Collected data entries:

* * * *

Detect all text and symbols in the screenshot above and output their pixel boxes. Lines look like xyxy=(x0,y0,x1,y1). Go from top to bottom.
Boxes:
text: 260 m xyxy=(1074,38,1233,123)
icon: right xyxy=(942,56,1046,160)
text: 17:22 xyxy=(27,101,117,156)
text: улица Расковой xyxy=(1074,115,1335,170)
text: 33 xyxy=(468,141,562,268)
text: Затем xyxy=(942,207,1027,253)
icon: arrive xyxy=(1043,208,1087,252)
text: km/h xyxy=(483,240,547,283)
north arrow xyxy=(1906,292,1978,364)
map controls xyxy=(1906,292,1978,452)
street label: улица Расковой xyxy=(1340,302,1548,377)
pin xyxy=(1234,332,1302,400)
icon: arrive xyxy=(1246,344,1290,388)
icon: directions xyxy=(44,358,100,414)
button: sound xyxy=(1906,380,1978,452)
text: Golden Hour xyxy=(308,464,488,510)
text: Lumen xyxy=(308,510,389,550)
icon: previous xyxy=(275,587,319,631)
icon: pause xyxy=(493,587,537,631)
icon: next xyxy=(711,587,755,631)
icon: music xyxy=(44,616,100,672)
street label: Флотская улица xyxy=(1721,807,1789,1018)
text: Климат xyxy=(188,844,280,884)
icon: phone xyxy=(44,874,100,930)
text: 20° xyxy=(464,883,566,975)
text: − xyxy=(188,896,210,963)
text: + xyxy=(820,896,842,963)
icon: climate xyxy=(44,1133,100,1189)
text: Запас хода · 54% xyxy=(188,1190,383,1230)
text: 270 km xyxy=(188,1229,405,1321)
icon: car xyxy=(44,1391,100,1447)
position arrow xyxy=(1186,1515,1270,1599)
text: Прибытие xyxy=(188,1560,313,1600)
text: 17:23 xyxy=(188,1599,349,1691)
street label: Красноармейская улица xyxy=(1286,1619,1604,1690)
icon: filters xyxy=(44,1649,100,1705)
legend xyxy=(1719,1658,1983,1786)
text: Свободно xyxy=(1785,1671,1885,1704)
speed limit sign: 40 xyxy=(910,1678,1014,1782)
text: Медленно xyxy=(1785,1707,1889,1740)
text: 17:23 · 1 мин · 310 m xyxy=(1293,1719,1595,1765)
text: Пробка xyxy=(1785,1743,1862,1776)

* * * *

AIM OF THE TASK: The response should reproduce every entry above exactly.

SOLUTION FOR THIS EXERCISE:
Detect all text and symbols in the screenshot above and output their pixel boxes. Lines look like xyxy=(x0,y0,x1,y1). Go from top to bottom.
Boxes:
text: 260 m xyxy=(1074,38,1233,123)
icon: right xyxy=(942,56,1046,160)
text: 17:22 xyxy=(27,101,117,156)
text: улица Расковой xyxy=(1074,115,1335,170)
text: 33 xyxy=(468,141,562,268)
text: Затем xyxy=(942,207,1027,253)
icon: arrive xyxy=(1043,208,1087,252)
text: km/h xyxy=(483,240,547,283)
north arrow xyxy=(1906,292,1978,364)
map controls xyxy=(1906,292,1978,452)
street label: улица Расковой xyxy=(1340,302,1548,377)
pin xyxy=(1234,332,1302,400)
icon: arrive xyxy=(1246,344,1290,388)
icon: directions xyxy=(44,358,100,414)
button: sound xyxy=(1906,380,1978,452)
text: Golden Hour xyxy=(308,464,488,510)
text: Lumen xyxy=(308,510,389,550)
icon: previous xyxy=(275,587,319,631)
icon: pause xyxy=(493,587,537,631)
icon: next xyxy=(711,587,755,631)
icon: music xyxy=(44,616,100,672)
street label: Флотская улица xyxy=(1721,807,1789,1018)
text: Климат xyxy=(188,844,280,884)
icon: phone xyxy=(44,874,100,930)
text: 20° xyxy=(464,883,566,975)
text: − xyxy=(188,896,210,963)
text: + xyxy=(820,896,842,963)
icon: climate xyxy=(44,1133,100,1189)
text: Запас хода · 54% xyxy=(188,1190,383,1230)
text: 270 km xyxy=(188,1229,405,1321)
icon: car xyxy=(44,1391,100,1447)
position arrow xyxy=(1186,1515,1270,1599)
text: Прибытие xyxy=(188,1560,313,1600)
text: 17:23 xyxy=(188,1599,349,1691)
street label: Красноармейская улица xyxy=(1286,1619,1604,1690)
icon: filters xyxy=(44,1649,100,1705)
legend xyxy=(1719,1658,1983,1786)
text: Свободно xyxy=(1785,1671,1885,1704)
speed limit sign: 40 xyxy=(910,1678,1014,1782)
text: Медленно xyxy=(1785,1707,1889,1740)
text: 17:23 · 1 мин · 310 m xyxy=(1293,1719,1595,1765)
text: Пробка xyxy=(1785,1743,1862,1776)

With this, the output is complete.